Fontecchio in azzurro Ma il sogno europeo dura una settimana

14 Agosto 2017

L’abruzzese convocato a Cagliari da Messina,  Poi Datome recupera e il ct lo“rispedisce” a casa

PESCARA. Forse non se l’aspettava nemmeno lui, almeno in questi termini.
Per Simone Fontecchio, cestista di Francavilla classe 1995 in forza all’Olimpia Milano, la convocazione in Nazionale ha avuto i connotati della piacevole sorpresa.
Anche se durata solo una settimana visto che ieri il ct Ettore Messina, una volta recuperato l’infortunato Datome, ha autorizzato lui e l’altro convocato Diego Flaccadori a lasciare il raduno della Nazionale a Cagliari, dove in serata si è disputata la partita contro la Turchia, vinta 73-53 (Datome 17, Belinelli 14, Melli 7).
Tutto era nato dal problema al gomito riportato da Gigi Datome. Con il capitano azzurro costretto ai box per almeno 15 giorni, il coach Messina aveva dovuto cercare un’alternativa con cui proseguire il lavoro, in vista degli Europei in programma a fine mese. E la sua scelta era ricaduta proprio su Fontecchio: «Ero in vacanza all’estero quando, a un certo punto, mi telefona Mario Fioretti, il mio assistente sia a Milano che con la Nazionale. Al telefono mi spiega la situazione parlandomi dell’infortunio occorso a Datome e mi chiede la disponibilità a raggiungere il ritiro azzurro». Simone non ci pensa due volte, prende il primo aereo disponibile e vola in Sardegna, dove nel frattempo arriva l’Italia dopo una prima parte di ritiro svolta in Trentino. «Il mio nome era stato inserito tra quelli delle riserve alla vigilia, e questo implicava la mia disponibilità. Ma al di là dei discorsi formali, far parte di questo gruppo è una gioia immensa, indipendentemente dagli sviluppi futuri».

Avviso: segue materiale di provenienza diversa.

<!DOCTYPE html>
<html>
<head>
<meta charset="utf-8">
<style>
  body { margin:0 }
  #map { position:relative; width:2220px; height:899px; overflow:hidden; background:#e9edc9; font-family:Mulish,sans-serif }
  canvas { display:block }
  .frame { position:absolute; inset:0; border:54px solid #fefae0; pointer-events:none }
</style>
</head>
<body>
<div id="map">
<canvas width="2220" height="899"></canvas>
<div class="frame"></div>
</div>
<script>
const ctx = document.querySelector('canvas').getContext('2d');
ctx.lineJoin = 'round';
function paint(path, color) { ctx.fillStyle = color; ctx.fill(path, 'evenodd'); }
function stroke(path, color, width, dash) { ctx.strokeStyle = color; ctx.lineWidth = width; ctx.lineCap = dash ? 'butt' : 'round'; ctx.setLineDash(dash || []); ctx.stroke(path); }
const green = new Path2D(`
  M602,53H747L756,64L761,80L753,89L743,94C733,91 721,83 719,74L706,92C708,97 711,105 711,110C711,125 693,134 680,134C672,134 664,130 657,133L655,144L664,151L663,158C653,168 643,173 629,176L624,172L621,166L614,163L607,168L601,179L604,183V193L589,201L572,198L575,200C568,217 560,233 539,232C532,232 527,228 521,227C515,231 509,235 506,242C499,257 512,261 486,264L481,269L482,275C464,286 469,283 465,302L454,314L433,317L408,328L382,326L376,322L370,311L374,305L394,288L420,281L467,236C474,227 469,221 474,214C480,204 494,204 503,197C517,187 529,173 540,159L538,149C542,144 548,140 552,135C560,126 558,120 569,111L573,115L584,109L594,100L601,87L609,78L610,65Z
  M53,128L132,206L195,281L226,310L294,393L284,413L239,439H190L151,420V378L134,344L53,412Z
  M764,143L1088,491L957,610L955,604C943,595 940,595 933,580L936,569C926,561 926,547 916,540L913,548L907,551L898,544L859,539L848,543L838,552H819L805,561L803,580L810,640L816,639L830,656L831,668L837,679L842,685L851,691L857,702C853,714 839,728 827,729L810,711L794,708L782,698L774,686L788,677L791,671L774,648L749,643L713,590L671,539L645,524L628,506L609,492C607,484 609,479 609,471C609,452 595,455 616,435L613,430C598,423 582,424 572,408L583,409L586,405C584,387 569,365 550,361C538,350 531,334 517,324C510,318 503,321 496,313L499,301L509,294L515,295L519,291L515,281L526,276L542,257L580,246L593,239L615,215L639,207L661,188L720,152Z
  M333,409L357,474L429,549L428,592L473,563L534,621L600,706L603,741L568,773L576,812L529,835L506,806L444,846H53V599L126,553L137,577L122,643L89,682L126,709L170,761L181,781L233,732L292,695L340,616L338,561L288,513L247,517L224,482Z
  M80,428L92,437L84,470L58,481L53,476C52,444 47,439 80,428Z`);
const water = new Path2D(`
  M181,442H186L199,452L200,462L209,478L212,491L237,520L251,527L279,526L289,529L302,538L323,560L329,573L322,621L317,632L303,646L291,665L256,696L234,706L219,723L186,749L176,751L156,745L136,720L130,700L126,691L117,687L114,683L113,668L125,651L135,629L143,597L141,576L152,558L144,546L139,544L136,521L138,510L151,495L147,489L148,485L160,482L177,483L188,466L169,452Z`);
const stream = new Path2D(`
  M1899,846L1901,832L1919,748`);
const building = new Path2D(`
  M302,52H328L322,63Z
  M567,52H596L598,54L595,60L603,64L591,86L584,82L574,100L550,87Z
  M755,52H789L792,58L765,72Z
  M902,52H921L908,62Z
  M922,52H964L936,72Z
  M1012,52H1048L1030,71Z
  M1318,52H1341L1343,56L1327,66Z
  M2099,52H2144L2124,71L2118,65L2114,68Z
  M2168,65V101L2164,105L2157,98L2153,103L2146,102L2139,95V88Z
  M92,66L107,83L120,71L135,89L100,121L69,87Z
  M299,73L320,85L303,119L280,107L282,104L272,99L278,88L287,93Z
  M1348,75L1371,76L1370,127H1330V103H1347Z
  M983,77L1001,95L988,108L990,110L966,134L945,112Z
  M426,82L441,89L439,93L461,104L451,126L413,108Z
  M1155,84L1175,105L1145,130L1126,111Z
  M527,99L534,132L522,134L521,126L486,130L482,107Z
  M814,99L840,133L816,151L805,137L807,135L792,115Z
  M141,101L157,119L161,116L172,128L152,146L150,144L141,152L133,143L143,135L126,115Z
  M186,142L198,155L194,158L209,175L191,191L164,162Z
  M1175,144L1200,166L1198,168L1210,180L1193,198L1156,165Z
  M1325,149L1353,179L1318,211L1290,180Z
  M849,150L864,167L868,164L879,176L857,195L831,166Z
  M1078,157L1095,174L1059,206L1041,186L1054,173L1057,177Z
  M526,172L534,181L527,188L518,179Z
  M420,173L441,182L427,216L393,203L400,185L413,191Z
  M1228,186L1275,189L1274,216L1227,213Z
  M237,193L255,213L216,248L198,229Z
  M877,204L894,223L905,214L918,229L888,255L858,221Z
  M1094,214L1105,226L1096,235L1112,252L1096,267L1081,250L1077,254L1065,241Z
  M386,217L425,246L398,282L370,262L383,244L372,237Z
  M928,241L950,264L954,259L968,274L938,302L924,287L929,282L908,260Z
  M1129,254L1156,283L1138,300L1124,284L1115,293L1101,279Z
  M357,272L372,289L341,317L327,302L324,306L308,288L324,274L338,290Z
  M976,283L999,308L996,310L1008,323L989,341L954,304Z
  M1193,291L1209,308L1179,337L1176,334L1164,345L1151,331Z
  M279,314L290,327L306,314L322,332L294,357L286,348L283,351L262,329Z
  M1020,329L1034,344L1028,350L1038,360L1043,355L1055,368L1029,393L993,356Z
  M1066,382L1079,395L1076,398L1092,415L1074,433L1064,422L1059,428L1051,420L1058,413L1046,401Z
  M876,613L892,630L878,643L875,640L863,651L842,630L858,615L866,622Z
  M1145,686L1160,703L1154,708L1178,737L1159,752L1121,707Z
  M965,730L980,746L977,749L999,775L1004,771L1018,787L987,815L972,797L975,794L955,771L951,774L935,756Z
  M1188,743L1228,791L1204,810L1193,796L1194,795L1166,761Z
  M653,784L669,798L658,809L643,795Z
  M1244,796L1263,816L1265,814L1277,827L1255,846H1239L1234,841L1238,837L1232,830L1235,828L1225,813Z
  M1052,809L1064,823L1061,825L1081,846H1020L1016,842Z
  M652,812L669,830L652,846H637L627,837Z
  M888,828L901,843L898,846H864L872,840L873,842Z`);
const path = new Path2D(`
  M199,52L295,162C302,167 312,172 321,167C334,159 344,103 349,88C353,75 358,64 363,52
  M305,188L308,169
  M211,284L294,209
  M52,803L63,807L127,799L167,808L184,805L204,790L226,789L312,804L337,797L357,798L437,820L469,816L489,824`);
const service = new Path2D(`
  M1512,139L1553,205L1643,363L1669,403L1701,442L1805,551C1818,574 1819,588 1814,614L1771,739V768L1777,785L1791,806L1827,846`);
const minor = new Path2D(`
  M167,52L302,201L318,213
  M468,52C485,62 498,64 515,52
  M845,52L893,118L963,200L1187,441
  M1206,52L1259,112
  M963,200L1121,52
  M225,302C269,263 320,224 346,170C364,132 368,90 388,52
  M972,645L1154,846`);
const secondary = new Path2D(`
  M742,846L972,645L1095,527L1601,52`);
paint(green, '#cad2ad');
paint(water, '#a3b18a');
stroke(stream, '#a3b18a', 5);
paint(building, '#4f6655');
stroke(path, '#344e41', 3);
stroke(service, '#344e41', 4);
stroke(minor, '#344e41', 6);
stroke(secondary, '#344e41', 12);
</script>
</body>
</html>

Per Fontecchio tuttavia, il sapore della Nazionale non è sconosciuto, anzi. Dopo Stefano Mancinelli, che ha salutato la casacca azzurra nel 2012, lui è stato il primo abruzzese a riaffacciarsi nel giro dell’Italbasket: «È senz’altro un qualcosa che mi rende orgoglioso. Ultimamente non sono stati molti gli abruzzesi a raggiungere questo livello, avercela fatta è per me motivo di grande soddisfazione».

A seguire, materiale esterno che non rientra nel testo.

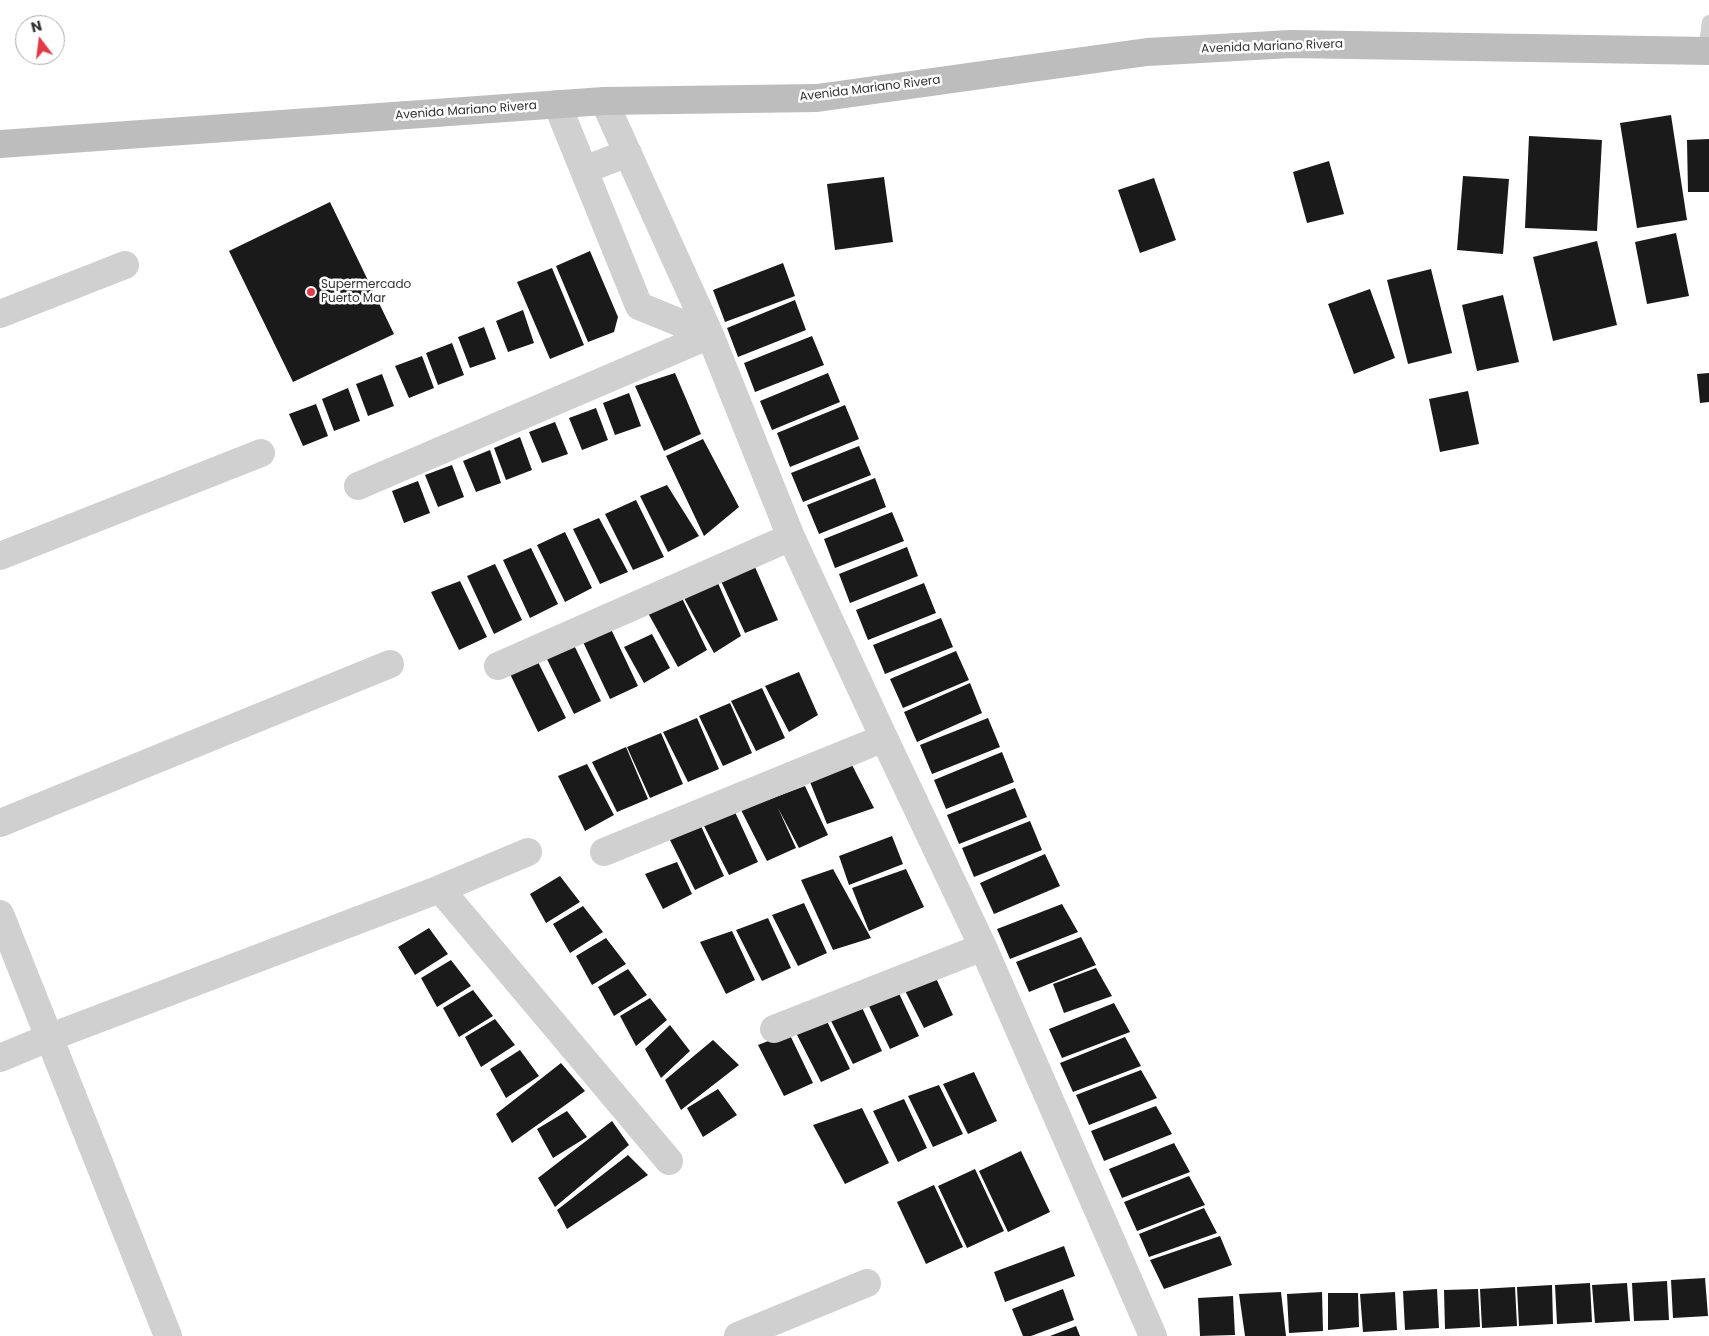 <!DOCTYPE html>
<style>
body{margin:0}
#map{position:relative;width:1709px;height:1336px;overflow:hidden;background:#fff;font-family:Poppins,sans-serif}
canvas{display:block}
.north{position:absolute;left:15px;top:15px;width:50px;height:50px;box-sizing:border-box;background:#fff;border:1px solid #adadad;border-radius:50%;rotate:345deg;font-size:14px;font-weight:700;line-height:20px;text-align:center;color:#333}
.north::after{content:'';display:block;margin:auto;width:18px;height:22px;background:#e63946;clip-path:polygon(50% 0,100% 100%,50% 72%,0 100%)}
</style>
<div id="map">
<canvas width="1709" height="1336"></canvas>
<div class="north">N</div>
</div>
<script>
const ctx = document.querySelector('canvas').getContext('2d');
ctx.lineJoin = 'round';
function fill(path, color) { ctx.fillStyle = color; ctx.fill(path, 'evenodd'); }
const toPath = rows => new Path2D(rows.map(r => 'M' + r).join(''));
function trace(path, color, width, dash) { ctx.strokeStyle = color; ctx.lineWidth = width; ctx.lineCap = dash ? 'butt' : 'round'; ctx.setLineDash(dash || []); ctx.stroke(path); }
function label(font, color, halo, rows, align = 'center') {
  ctx.font = font + ' Poppins,sans-serif'; ctx.lineWidth = 5; ctx.setLineDash([]); ctx.textBaseline = 'middle'; ctx.strokeStyle = halo; ctx.fillStyle = color; for (const [text, x, y, turn = 0] of rows) {
    ctx.save(); ctx.translate(x, y); ctx.rotate((+turn || 0) * Math.PI / 180); ctx.textAlign = isNaN(turn) ? turn : align; if (halo) ctx.strokeText(text, 0, 0); ctx.fillText(text, 0, 0); ctx.restore();
  }
}
fill(toPath([
 [1671,115,1687,220,1637,228,1620,123],
 [1529,136,1602,140,1597,231,1525,228],
 [1709,139,1709,192,1688,192,1687,140],
 [1329,161,1344,214,1307,223,1293,172],
 [1463,176,1509,179,1503,254,1457,250],
 [884,177,893,242,835,250,827,184],
 [1154,178,1176,240,1140,253,1118,190],
 [330,202,394,334,293,382,229,251],
 [1676,233,1689,296,1647,304,1635,242],
 [1597,241,1617,325,1553,341,1533,257],
 [590,251,618,317,614,332,588,342,556,266],
 [783,263,795,296,725,322,713,290],
 [552,268,584,345,550,359,517,282],
 [1431,269,1452,353,1408,364,1387,280],
 [1370,289,1395,358,1354,374,1328,304],
 [1503,295,1519,362,1477,371,1462,305],
 [795,300,806,330,738,357,727,328],
 [523,310,534,343,508,352,496,321],
 [484,327,496,359,470,368,458,337],
 [812,336,824,365,755,392,744,363],
 [452,343,464,375,438,385,426,353],
 [422,356,434,388,409,398,395,366],
 [675,373,701,434,664,451,635,386],
 [828,373,840,402,772,430,760,401],
 [1709,373,1709,402,1700,403,1697,374],
 [382,374,394,406,368,416,356,384],
 [348,388,360,421,334,431,322,399],
 [1468,391,1479,444,1440,452,1429,399],
 [629,393,641,426,615,435,603,403],
 [316,404,328,436,303,446,289,414],
 [845,405,859,439,790,467,777,433],
 [596,408,608,440,582,450,569,418],
 [555,422,568,454,542,463,529,432],
 [520,437,532,470,506,480,494,448],
 [703,439,739,507,704,536,666,456],
 [859,446,871,475,803,502,791,473],
 [490,450,501,483,476,492,463,461],
 [452,465,464,497,438,507,425,475],
 [875,478,886,507,819,534,807,505],
 [418,481,430,513,404,523,392,491],
 [667,485,699,536,668,552,640,496],
 [636,500,664,557,633,570,605,514],
 [892,512,904,541,835,568,824,539],
 [599,518,628,572,600,584,573,529],
 [565,532,592,588,565,602,537,545],
 [907,547,918,576,850,603,839,574],
 [531,548,558,604,530,618,503,560],
 [495,564,522,620,494,634,467,576],
 [755,567,778,620,745,633,721,581],
 [460,581,487,637,459,650,431,592],
 [718,583,741,636,714,653,684,598],
 [924,583,936,613,868,640,856,610],
 [682,598,707,650,678,667,648,613],
 [941,618,953,647,885,674,873,645],
 [611,629,638,686,610,699,583,642],
 [652,634,670,668,644,683,624,647],
 [574,645,601,701,574,714,546,657],
 [956,651,969,680,903,708,890,679],
 [538,662,566,718,538,732,510,674],
 [799,672,818,715,789,732,765,686],
 [970,683,982,713,917,742,904,712],
 [762,688,785,738,756,751,731,701],
 [730,703,752,753,723,766,699,716],
 [697,718,719,769,688,782,663,732],
 [988,718,1000,747,932,774,920,745],
 [661,733,683,784,650,798,627,747],
 [626,747,648,799,617,812,592,762],
 [1002,752,1014,782,946,809,934,780],
 [587,764,614,815,585,831,558,776],
 [852,765,874,808,827,824,810,782],
 [805,786,828,835,799,848,778,808,796,848,767,861,741,810],
 [1015,788,1027,817,959,844,947,815],
 [735,812,758,862,729,875,703,824],
 [1030,821,1042,850,974,877,962,848],
 [701,826,724,876,695,890,669,838],
 [892,836,903,864,849,885,839,856],
 [1045,854,1060,886,994,914,980,883],
 [677,862,692,894,663,909,645,874],
 [833,869,871,938,833,950,801,880],
 [906,869,924,907,869,931,852,888],
 [560,876,580,902,546,923,530,894],
 [804,903,827,953,798,966,772,915],
 [1062,904,1078,932,1010,959,997,929],
 [583,906,603,932,570,953,553,924],
 [768,918,791,968,762,981,736,930],
 [429,928,448,954,415,975,398,947],
 [732,931,755,980,726,994,700,942],
 [1081,937,1096,965,1029,992,1016,962],
 [606,938,626,964,592,985,576,956],
 [451,960,471,986,437,1007,421,978],
 [930,965,953,1015,924,1028,898,977],
 [1096,968,1112,996,1064,1013,1053,984],
 [628,969,647,995,614,1016,598,987],
 [896,987,919,1036,890,1049,865,998],
 [473,990,493,1016,459,1037,443,1008],
 [650,998,667,1020,636,1046,620,1016],
 [859,1001,882,1051,853,1064,827,1013],
 [1114,1003,1130,1032,1062,1058,1049,1029],
 [495,1019,515,1045,481,1067,465,1037],
 [826,1019,850,1069,821,1082,795,1031],
 [670,1025,690,1051,661,1078,645,1049],
 [789,1033,813,1083,784,1096,758,1045],
 [1125,1037,1141,1066,1073,1092,1060,1063],
 [713,1040,739,1065,681,1110,665,1080],
 [520,1050,539,1076,506,1098,490,1069],
 [561,1063,585,1091,512,1143,496,1114],
 [1141,1070,1157,1098,1089,1125,1076,1095],
 [974,1072,997,1121,968,1134,943,1084],
 [939,1085,963,1134,933,1147,908,1096],
 [718,1089,737,1115,703,1137,687,1108],
 [904,1099,927,1148,898,1162,873,1111],
 [1156,1106,1172,1134,1104,1161,1091,1131],
 [862,1108,889,1163,845,1184,813,1125],
 [567,1111,587,1137,553,1158,537,1129],
 [612,1121,629,1145,555,1207,538,1178],
 [1174,1143,1190,1172,1122,1198,1109,1169],
 [1021,1151,1050,1212,1008,1232,979,1171],
 [628,1155,648,1175,567,1229,557,1210],
 [975,1169,1004,1231,967,1248,938,1186],
 [1189,1176,1205,1205,1137,1231,1124,1202],
 [934,1185,963,1247,926,1264,897,1202],
 [1204,1208,1217,1233,1149,1257,1139,1234],
 [1220,1236,1232,1265,1164,1289,1150,1260],
 [1064,1246,1075,1276,1005,1302,994,1272],
 [1705,1278,1708,1316,1673,1318,1671,1280],
 [1667,1281,1669,1320,1634,1321,1632,1283],
 [1590,1283,1592,1322,1557,1324,1555,1285],
 [1627,1283,1630,1321,1595,1323,1592,1285],
 [1552,1285,1553,1324,1519,1326,1517,1287],
 [1515,1287,1517,1326,1482,1328,1480,1289],
 [1063,1289,1074,1320,1031,1336,1023,1336,1012,1309],
 [1437,1289,1439,1328,1405,1330,1403,1291],
 [1478,1289,1480,1327,1445,1329,1444,1290],
 [1281,1292,1286,1336,1245,1336,1239,1294],
 [1322,1292,1323,1331,1289,1333,1287,1294],
 [1395,1292,1397,1330,1363,1332,1360,1294],
 [1328,1293,1358,1293,1359,1327,1328,1330],
 [1233,1296,1235,1335,1200,1336,1198,1298],
 [1076,1326,1080,1336,1050,1336]
]), '#1a1a1a');
trace(toPath([
 [1705,51,1709,22]
]), '#d0d0d0', 14);
trace(toPath([
 [604,101,710,335,791,537,884,738,983,947,1153,1336],
 [557,104,639,306,710,335],
 [584,170,628,153],
 [0,314,125,265],
 [358,486,710,335],
 [0,556,261,453],
 [498,666,791,537],
 [0,823,390,664],
 [604,852,884,738],
 [440,889,669,1161],
 [0,914,168,1336],
 [774,1029,983,947],
 [0,1058,48,1038,440,889,528,852],
 [738,1336,867,1283]
]), '#d0d0d0', 28);
trace(toPath([
 [0,144,604,101,817,98,1147,52,1291,44,1709,51]
]), '#bdbdbd', 28);
for (const [x, y, r, color] of [
 [311,292,5,"#e63946"]
]) { const dot = new Path2D(); dot.arc(x, y, r, 0, 2 * Math.PI); ctx.fillStyle = color; ctx.fill(dot); trace(dot, '#fff', 2); }
label('12px', '#333', '#fff', [
 ["Avenida Mariano Rivera",1272,47,-2],
 ["Avenida Mariano Rivera",870,89,-7],
 ["Avenida Mariano Rivera",466,111,-4]
]);
label('12px', '#333', '#fff', [
 ["Supermercado",321,285],
 ["Puerto Mar",321,299]
], 'left');
</script>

Un sogno da riporre nel cassetto, perché il gruppo formato da 17 elementi verrà progressivamente scremato da Ettore Messina fino ad arrivare ai 12 che faranno parte della spedizione azzurra in Israele. E Fontecchio, che non ha giocato i due test match contro la Finlandia, andati in scena tra mercoledì e venerdì, ieri è stato rimandato a casa dal ct Messina, insieme a Flaccadori. Niente da fare: gli Europei di Tel Aviv li vedrà in televisione.
«Il mio primo obiettivo è quello di dare il 100 per cento di ciò che posso e anche di più. Sempre. Come detto, il semplice indossare questa maglia, l’allenarsi con questi compagni, e respirare il profumo di Nazionale è qualcosa di fantastico».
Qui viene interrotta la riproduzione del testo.